**WHAT TO WORK ON:** Every line with the string "note" should be copied from the data.

[Opening MATERIAL FOR THE TASK section]

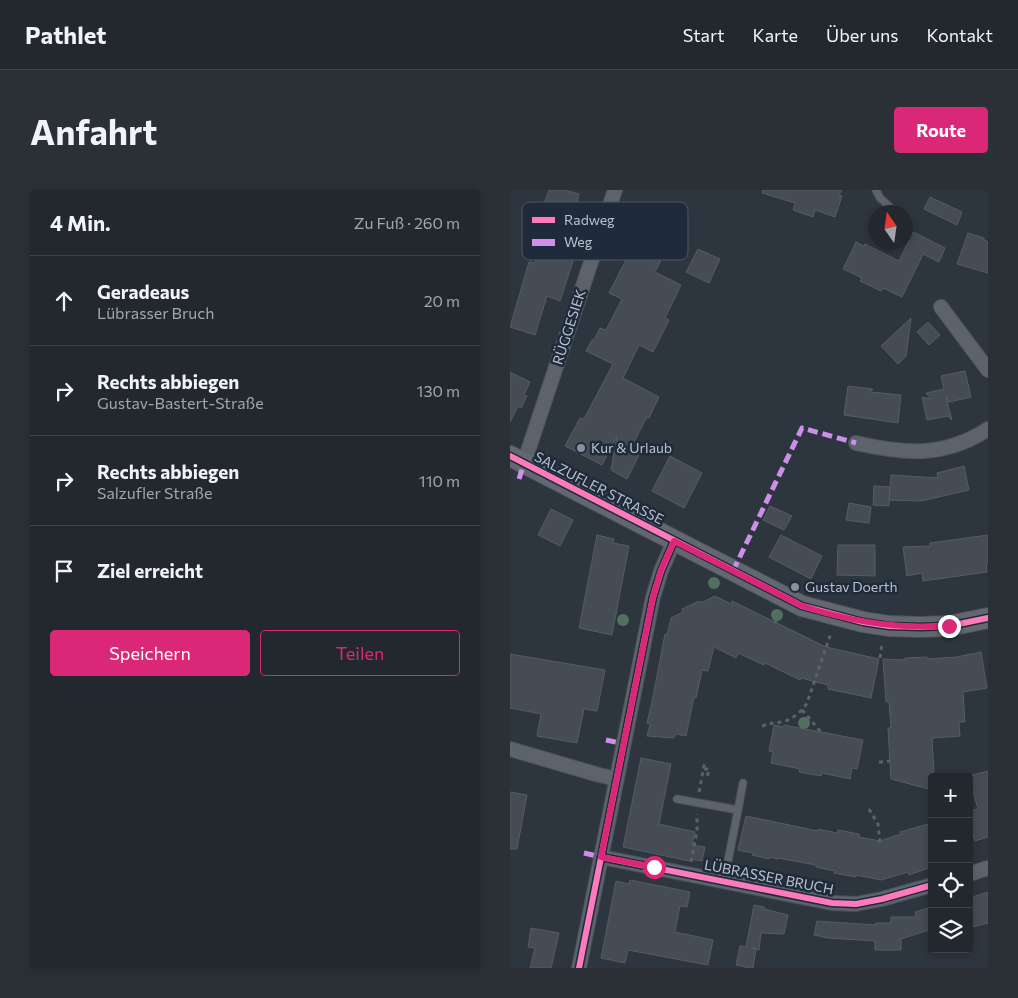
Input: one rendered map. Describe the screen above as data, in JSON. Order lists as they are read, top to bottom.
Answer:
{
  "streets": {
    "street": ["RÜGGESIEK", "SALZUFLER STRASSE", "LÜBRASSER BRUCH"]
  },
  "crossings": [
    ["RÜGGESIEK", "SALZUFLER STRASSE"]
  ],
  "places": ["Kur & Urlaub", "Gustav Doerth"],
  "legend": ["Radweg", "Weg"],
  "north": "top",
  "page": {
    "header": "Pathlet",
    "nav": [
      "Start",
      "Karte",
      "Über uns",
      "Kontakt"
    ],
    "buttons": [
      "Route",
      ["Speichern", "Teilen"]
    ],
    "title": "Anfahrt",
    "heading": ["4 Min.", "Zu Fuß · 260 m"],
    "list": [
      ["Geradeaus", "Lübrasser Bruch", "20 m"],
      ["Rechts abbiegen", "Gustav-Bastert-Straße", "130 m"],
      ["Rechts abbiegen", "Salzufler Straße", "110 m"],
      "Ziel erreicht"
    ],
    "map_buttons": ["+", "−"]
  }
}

[Closing MATERIAL FOR THE TASK section]
[Opening MATERIAL FOR THE TASK section]

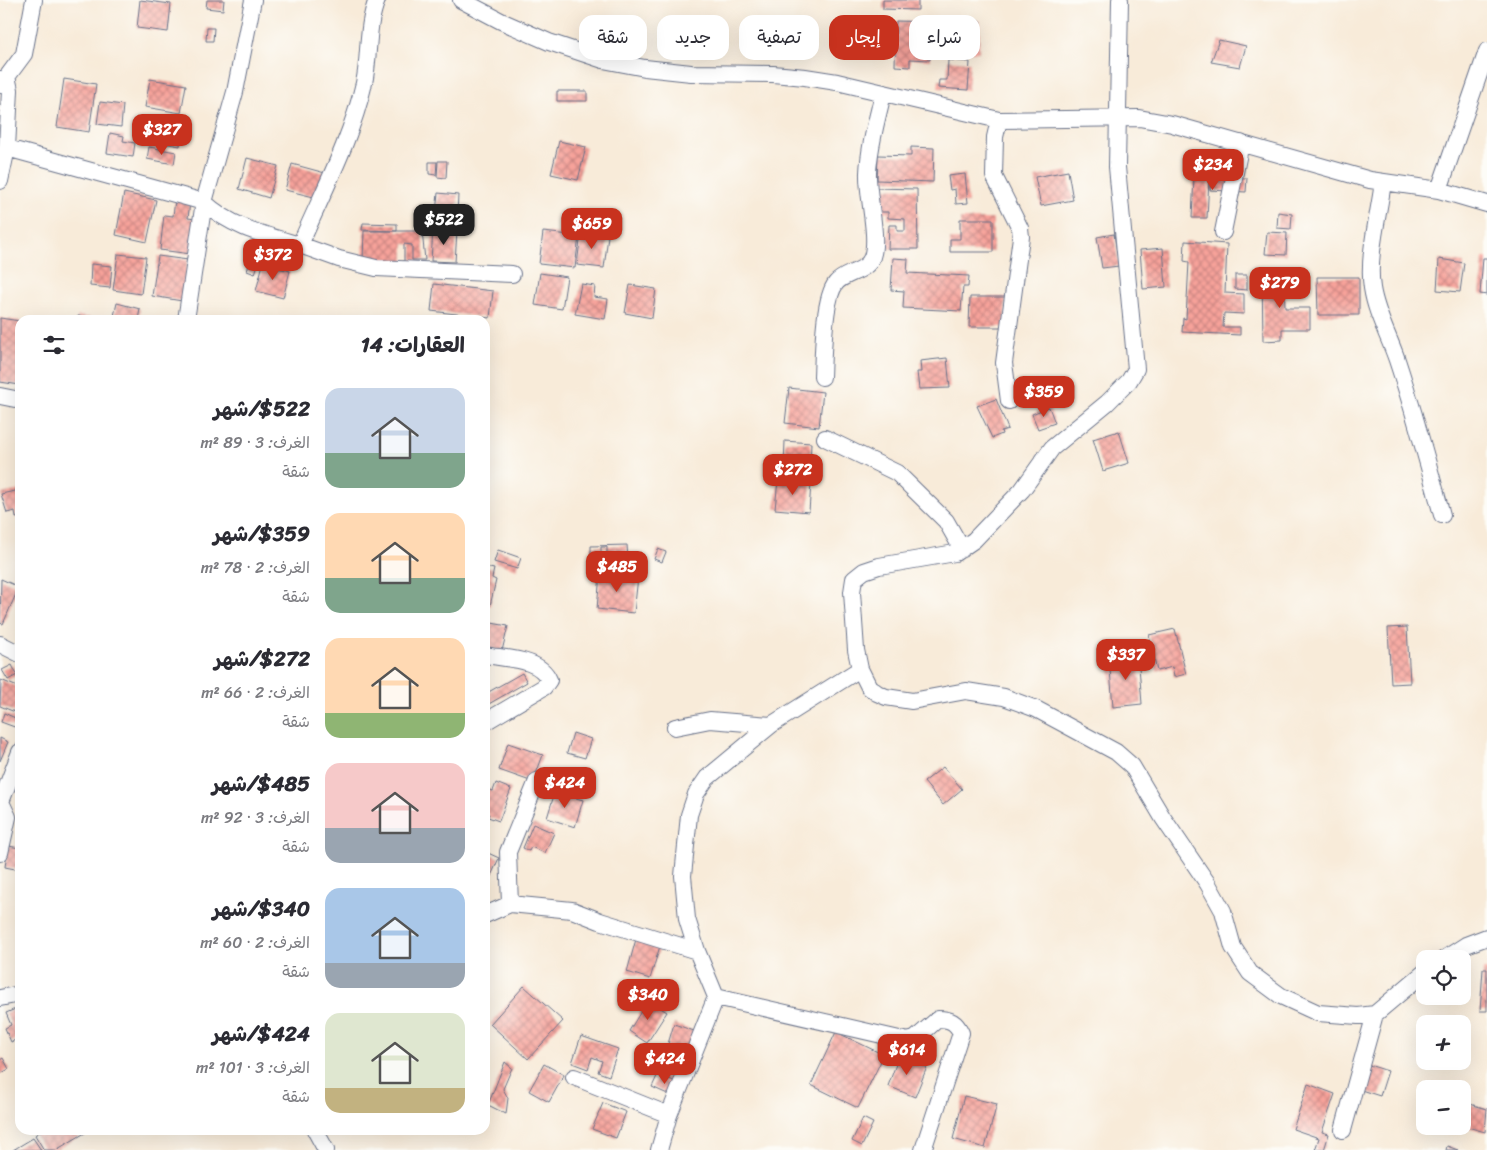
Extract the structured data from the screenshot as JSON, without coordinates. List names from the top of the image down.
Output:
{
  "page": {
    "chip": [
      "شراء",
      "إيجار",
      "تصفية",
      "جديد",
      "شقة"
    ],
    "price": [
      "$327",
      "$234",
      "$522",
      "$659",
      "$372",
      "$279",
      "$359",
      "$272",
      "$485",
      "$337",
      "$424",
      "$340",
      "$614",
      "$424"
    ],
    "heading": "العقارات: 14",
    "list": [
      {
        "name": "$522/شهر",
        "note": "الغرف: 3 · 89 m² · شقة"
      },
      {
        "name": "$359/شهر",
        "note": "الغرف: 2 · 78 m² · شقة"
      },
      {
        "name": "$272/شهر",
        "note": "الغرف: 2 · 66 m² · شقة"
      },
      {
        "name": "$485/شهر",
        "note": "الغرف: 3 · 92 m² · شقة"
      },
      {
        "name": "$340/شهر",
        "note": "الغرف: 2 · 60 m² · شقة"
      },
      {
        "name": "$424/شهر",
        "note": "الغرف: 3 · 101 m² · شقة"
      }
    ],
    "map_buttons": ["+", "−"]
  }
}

[Closing MATERIAL FOR THE TASK section]

**SOLVED PROBLEM:**
        "note": "الغرف: 3 · 89 m² · شقة"
        "note": "الغرف: 2 · 78 m² · شقة"
        "note": "الغرف: 2 · 66 m² · شقة"
        "note": "الغرف: 3 · 92 m² · شقة"
        "note": "الغرف: 2 · 60 m² · شقة"
        "note": "الغرف: 3 · 101 m² · شقة"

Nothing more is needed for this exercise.